UK Is Now the Costliest Country to Build New Nuclear Plants, Government Review Warns

The UK’s nuclear ambitions face fresh scrutiny after a government-commissioned task force concluded that Britain is now the most expensive country in the world for building new nuclear power stations. The findings, delivered to ministers ahead of a major policy review, warn that the country’s energy transition risks being undermined by a system weighed down by costs, bureaucracy, and slow-moving oversight.

The review examined ongoing and future nuclear projects as part of Britain’s push to expand low carbon power by the mid-2030s. It found that the UK’s construction costs far outpace those of France, South Korea, China, and even the US, despite shared technologies and similar global supply chain pressures. The task force attributed the surge in costs to overlapping layers of regulation, fragmented decision-making, and inconsistent political direction stretching back more than a decade.

One of the clearest examples is Hinkley Point C, the country’s flagship project and its first new nuclear plant in a generation. Originally priced at £18 billion, its estimated cost has risen multiple times, with delivery dates pushed back substantially. Although Britain sees nuclear as a critical stabiliser for its future grid, escalating expenses now risk overshadowing the long-term benefits of the technology.

In its report, the task force argues that the country’s nuclear framework has become “a sprawling bureaucracy”, with too many agencies sharing responsibility for approvals, safety assessments, financing oversight, environmental compliance, and construction monitoring. This structure, it says, slows down decisions, duplicates requirements, and inflates budgets that are already under pressure from inflation and supply disruptions.

To reverse this trend, the task force called for the creation of a powerful “super regulator” that would consolidate nuclear oversight into a single authority. According to the report, such a body would streamline approvals, improve long-term planning, coordinate financing structures, and reduce the administrative bottlenecks that currently raise costs and delay timelines.

The recommendations arrive at a time when the UK is attempting to reinvigorate its nuclear strategy, which includes developing small modular reactors, extending the lifespan of existing plants, and attracting private investment into large-scale projects. Without major reform, the report warns, the country risks falling behind global competitors that are already delivering nuclear projects faster and at significantly lower cost.

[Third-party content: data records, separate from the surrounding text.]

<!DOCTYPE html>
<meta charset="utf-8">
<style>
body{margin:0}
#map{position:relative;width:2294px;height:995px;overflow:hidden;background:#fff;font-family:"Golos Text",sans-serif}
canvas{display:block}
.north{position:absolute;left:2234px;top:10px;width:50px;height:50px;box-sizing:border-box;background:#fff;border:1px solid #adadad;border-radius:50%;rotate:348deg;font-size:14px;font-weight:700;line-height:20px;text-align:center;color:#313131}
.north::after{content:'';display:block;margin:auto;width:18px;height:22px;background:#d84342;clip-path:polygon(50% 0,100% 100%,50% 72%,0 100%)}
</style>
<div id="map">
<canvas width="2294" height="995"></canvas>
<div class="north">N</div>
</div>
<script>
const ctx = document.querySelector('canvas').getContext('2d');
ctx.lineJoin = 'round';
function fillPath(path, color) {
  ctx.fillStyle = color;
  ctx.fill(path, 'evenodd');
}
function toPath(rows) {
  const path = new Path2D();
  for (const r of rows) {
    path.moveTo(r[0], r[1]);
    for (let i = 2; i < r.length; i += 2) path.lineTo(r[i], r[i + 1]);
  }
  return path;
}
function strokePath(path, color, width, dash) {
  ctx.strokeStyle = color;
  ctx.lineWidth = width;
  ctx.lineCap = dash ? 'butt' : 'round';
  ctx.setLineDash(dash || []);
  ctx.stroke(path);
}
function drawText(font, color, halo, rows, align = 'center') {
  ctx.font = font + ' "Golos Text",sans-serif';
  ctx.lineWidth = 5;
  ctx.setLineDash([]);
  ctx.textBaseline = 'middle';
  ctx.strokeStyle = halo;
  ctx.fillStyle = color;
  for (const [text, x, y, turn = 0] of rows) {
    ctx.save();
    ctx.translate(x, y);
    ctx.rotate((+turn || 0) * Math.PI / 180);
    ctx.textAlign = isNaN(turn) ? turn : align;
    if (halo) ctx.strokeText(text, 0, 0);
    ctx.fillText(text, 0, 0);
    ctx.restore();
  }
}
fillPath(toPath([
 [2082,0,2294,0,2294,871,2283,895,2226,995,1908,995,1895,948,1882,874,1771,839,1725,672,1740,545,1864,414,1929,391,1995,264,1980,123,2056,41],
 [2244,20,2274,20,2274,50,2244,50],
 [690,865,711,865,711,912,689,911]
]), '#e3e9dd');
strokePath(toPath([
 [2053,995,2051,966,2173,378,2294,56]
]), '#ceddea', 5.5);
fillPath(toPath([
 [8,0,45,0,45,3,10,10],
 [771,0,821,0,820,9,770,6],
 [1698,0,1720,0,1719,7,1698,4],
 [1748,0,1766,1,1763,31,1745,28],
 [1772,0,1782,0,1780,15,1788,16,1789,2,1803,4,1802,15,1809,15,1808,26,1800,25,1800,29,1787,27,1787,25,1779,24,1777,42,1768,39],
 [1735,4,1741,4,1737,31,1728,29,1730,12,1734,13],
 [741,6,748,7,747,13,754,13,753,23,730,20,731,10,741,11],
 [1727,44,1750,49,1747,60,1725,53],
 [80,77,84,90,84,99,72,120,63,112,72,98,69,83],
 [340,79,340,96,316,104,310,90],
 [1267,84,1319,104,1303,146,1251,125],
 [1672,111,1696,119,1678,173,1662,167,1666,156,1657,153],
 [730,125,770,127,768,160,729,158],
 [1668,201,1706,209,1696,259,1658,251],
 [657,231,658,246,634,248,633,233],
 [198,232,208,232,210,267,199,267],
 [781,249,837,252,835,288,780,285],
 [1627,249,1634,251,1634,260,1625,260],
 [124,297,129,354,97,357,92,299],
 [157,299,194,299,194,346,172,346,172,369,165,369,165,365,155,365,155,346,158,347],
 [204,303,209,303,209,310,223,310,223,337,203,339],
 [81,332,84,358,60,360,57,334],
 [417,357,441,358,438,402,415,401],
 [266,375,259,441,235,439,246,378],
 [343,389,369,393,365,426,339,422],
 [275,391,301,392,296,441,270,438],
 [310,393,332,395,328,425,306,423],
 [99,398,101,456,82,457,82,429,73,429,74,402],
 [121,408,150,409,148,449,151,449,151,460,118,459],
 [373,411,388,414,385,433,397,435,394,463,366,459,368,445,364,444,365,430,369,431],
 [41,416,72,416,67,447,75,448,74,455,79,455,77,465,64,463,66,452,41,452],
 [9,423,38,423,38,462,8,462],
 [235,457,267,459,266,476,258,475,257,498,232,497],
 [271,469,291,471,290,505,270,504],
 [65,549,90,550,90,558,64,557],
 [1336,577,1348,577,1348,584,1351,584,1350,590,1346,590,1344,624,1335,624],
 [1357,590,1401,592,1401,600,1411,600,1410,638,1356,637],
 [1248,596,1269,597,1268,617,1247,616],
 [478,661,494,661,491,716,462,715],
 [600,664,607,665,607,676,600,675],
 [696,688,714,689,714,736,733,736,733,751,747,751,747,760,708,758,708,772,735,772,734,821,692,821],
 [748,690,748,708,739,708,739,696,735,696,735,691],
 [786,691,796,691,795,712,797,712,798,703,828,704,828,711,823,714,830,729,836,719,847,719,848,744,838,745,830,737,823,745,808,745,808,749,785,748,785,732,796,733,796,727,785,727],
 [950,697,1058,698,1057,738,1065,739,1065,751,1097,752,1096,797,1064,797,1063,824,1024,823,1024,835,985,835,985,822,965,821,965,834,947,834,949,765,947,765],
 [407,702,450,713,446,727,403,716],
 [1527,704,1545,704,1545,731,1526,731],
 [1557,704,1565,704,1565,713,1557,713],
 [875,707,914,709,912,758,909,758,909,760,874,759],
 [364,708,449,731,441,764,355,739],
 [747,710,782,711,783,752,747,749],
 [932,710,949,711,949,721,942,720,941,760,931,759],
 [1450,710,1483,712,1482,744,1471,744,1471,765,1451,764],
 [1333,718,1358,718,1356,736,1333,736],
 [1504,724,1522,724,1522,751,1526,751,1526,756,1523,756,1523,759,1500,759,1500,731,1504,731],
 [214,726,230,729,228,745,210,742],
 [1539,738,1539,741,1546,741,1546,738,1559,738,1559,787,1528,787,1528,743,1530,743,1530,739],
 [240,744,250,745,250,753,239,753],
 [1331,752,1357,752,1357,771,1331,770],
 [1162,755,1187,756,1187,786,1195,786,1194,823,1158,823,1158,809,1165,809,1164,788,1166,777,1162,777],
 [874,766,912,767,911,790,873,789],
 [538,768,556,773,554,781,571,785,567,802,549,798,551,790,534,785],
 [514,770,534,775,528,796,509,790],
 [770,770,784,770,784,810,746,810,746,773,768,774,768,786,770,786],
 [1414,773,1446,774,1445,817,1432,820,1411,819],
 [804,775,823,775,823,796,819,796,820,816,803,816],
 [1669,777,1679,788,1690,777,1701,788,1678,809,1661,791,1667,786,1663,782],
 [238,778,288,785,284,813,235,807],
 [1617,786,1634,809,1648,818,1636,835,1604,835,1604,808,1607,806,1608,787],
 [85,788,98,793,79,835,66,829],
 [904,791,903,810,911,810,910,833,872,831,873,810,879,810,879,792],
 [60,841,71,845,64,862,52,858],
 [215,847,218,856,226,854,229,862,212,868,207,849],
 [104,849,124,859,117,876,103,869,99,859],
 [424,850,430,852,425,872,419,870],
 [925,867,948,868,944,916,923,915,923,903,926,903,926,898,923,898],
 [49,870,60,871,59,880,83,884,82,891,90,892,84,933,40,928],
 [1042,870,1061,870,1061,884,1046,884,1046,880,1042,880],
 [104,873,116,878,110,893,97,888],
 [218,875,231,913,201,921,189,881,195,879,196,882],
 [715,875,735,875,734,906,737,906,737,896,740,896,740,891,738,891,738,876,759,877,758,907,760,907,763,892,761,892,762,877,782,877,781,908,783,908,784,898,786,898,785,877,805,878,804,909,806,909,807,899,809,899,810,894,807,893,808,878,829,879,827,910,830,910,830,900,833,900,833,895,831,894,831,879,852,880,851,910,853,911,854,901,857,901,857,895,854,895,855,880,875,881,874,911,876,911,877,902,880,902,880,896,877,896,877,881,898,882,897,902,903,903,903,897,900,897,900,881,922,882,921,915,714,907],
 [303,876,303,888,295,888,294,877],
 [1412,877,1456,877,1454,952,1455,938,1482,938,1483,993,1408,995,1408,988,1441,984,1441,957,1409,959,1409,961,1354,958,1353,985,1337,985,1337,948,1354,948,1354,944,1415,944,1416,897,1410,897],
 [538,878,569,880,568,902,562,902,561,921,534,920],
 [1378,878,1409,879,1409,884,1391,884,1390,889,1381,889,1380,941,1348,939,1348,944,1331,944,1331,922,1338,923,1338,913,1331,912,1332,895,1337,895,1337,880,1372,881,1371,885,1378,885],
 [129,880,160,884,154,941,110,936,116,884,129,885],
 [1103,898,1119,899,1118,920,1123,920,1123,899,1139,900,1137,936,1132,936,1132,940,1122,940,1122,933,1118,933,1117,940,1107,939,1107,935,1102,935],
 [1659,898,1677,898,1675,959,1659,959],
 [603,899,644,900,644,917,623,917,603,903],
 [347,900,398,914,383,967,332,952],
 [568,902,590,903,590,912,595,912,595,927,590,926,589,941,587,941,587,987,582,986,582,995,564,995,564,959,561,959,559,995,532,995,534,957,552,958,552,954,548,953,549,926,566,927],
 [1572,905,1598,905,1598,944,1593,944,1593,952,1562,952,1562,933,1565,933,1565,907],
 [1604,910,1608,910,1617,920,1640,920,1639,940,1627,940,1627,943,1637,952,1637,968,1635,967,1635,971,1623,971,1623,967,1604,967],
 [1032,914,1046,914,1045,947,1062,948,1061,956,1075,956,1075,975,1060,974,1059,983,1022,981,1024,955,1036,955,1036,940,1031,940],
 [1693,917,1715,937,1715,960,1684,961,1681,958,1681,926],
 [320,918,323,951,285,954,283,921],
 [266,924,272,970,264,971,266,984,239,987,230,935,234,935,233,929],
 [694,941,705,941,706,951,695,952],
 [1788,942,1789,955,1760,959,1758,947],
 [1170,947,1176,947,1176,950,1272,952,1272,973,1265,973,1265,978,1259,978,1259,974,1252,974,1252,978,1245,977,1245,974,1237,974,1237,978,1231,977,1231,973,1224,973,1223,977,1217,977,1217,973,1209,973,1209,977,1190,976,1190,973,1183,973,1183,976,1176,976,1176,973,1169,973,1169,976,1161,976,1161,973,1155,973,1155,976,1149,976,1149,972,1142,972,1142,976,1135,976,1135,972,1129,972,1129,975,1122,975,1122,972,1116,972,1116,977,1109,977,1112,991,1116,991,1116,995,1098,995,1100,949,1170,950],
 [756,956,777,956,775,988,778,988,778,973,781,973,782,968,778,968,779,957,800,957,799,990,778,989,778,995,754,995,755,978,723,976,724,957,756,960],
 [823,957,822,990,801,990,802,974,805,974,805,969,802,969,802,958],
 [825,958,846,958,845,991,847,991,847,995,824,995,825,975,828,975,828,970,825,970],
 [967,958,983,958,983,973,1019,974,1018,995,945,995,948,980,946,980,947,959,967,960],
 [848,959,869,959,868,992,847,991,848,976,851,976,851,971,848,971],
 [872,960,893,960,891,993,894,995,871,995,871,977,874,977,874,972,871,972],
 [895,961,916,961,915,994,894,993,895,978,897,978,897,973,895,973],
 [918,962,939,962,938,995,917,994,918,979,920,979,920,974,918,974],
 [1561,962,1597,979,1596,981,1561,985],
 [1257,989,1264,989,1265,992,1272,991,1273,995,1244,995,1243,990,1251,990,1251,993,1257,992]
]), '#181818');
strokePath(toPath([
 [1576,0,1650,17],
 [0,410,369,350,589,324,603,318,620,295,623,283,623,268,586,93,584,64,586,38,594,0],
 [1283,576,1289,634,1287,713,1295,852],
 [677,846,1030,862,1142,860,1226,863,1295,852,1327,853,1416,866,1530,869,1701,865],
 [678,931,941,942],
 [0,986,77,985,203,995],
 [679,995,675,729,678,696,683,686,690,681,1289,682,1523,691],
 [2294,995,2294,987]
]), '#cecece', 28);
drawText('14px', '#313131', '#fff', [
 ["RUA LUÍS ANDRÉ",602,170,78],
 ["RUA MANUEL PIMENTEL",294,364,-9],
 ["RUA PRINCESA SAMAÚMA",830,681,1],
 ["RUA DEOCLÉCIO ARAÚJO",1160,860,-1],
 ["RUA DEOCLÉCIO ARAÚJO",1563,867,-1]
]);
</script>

Energy analysts say the findings highlight a deeper challenge. Britain’s nuclear sector has suffered from fluctuating political support and uncertainty over financing models, making investors cautious and complicating cost control. Although recent governments have reaffirmed nuclear’s place in the UK’s future energy mix, the industry still lacks the streamlined structure found in countries with decades of consistent investment.

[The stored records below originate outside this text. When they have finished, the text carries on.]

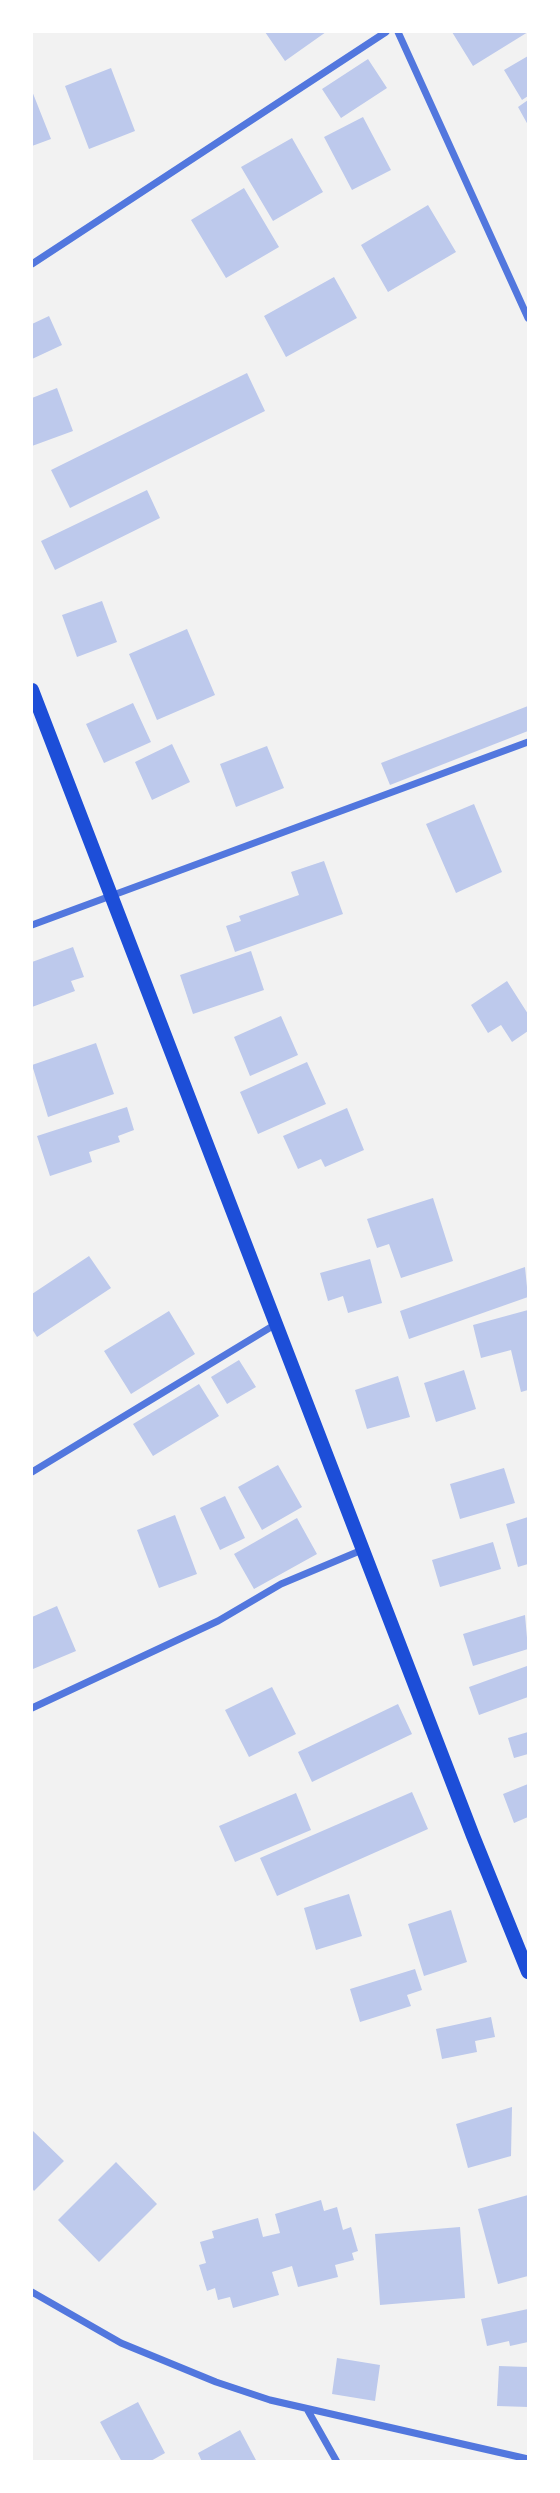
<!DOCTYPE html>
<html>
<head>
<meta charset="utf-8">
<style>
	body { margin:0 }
	#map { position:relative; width:560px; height:2493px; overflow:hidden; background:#f2f2f2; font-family:"PT Sans Narrow",sans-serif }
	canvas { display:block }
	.frame { position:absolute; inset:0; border:33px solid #fff; pointer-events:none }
</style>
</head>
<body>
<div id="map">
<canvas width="560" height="2493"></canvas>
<div class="frame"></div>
</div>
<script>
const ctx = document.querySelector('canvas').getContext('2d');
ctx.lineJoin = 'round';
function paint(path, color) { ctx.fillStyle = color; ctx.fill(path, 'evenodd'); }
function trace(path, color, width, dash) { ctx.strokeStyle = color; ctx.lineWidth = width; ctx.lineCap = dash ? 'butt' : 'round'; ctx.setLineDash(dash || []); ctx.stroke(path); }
const building = new Path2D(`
	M265,32H326L285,61Z
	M452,32H528L473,66Z
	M528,56V96L522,100L504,70Z
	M368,59L387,88L341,118L322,89Z
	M111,68L135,131L89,149L65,86Z
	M32,91L51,139L32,146Z
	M528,100V125L518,107Z
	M363,117L391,170L352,190L324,137Z
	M292,138L323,192L273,221L241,167Z
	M244,188L279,247L226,278L191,220Z
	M428,205L456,252L388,292L361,245Z
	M334,277L357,318L286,357L264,316Z
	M49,316L62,345L32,359V324Z
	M247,373L265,411L70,508L51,470Z
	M57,388L73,431L32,446V398Z
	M147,490L160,518L55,570L41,541Z
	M102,601L117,642L77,657L62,615Z
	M187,629L215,695L157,720L129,654Z
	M133,703L151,742L104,763L86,724Z
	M528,706V731L390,785L381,763Z
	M172,744L190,782L152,800L135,762Z
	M267,746L284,788L236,807L220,764Z
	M474,804L502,872L456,893L426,824Z
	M324,861L343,914L235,952L226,926L241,921L239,916L299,895L291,872Z
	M73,947L84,977L71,981L75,991L32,1007V962Z
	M251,951L264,990L193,1014L180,975Z
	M507,981L528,1014V1031L512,1042L501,1025L488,1033L471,1005Z
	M281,1016L298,1055L250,1076L234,1037Z
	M96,1043L114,1094L48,1117L32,1065Z
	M307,1062L326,1104L258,1134L240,1092Z
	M127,1107L134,1130L118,1136L120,1142L89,1152L92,1162L50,1176L37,1136Z
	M347,1108L364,1150L325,1167L321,1159L298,1169L283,1136Z
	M433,1198L453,1261L401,1278L389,1244L377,1248L367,1219Z
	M89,1256L111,1288L37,1337L32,1329V1294Z
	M370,1259L382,1303L348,1313L343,1296L328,1301L320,1273Z
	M525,1267L528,1297L409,1339L400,1311Z
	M528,1310V1390L521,1392L511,1350L481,1358L473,1325Z
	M169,1311L195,1354L131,1394L104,1351Z
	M239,1360L256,1387L227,1404L211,1377Z
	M464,1370L476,1409L436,1422L424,1383Z
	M398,1376L410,1417L367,1429L355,1390Z
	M199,1384L219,1416L153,1456L133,1424Z
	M278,1465L302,1507L262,1530L238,1487Z
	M504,1468L515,1503L460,1519L450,1484Z
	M225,1496L245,1538L220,1550L200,1508Z
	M175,1515L197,1574L159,1588L137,1530Z
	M528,1517V1564L518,1567L506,1524Z
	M297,1518L317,1554L254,1589L234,1554Z
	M493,1542L501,1569L440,1587L432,1560Z
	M57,1606L76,1651L33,1669L32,1617Z
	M525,1615L528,1649L473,1666L463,1634Z
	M527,1666L528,1697L479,1715L469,1687Z
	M272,1687L296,1734L249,1757L225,1710Z
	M398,1704L412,1734L312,1782L298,1752Z
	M528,1732V1754L514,1758L508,1738Z
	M528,1784V1817L514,1823L503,1794Z
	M412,1792L428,1829L277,1896L260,1858Z
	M296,1793L311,1830L235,1862L219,1826Z
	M349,1894L362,1936L316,1950L304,1908Z
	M451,1910L467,1962L424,1976L408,1924Z
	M415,1969L422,1990L407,1995L411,2006L360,2022L350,1989Z
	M491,2017L495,2037L475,2041L477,2052L442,2059L436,2029Z
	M512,2107L511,2156L468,2168L456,2124Z
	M33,2131L64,2161L34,2191L32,2188Z
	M116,2162L157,2204L99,2262L58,2220Z
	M528,2195V2276L498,2284L478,2209Z
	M321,2200L324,2211L337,2207L343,2230L351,2227L358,2251L352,2253L354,2260L335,2265L338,2277L298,2287L292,2266L272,2272L279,2295L233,2308L230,2297L218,2300L215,2288L207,2291L199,2265L206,2263L200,2242L214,2238L212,2231L258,2218L263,2237L280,2233L275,2214Z
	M460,2227L465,2298L380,2305L375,2234Z
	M528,2309V2342L510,2346L509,2341L487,2346L481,2319Z
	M337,2358L380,2365L375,2401L332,2394Z
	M499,2366L528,2367V2407L497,2406Z
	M138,2402L165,2453L149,2462H122L100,2422Z
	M240,2430L257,2462H202L198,2453Z`);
const minor = new Path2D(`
	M398,32L528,318
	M32,264L386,32
	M32,925L528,742
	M32,1472L276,1324
	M32,1708L218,1621L281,1584L362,1550
	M32,2292L121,2343L216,2382L270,2400L528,2459
	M307,2409L337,2462`);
const secondary = new Path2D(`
	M32,690L473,1836L528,1972`);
paint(building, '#bdc9ec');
trace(minor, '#5277de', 7);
trace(secondary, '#1d4ed8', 14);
</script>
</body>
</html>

As the government prepares its next steps, business leaders and energy experts say the conclusions should serve as a wake-up call. Britain needs reliable nuclear power to meet its climate targets, stabilise electricity prices, and reduce dependence on gas. But unless the structural barriers identified by the task force are addressed, the country’s nuclear ambitions could remain stalled on paper rather than built in concrete.

At the centre of the debate is a simple question: can the UK make nuclear affordable and deliverable again, or will the world’s costliest environment for construction undermine one of its most important long-term energy goals?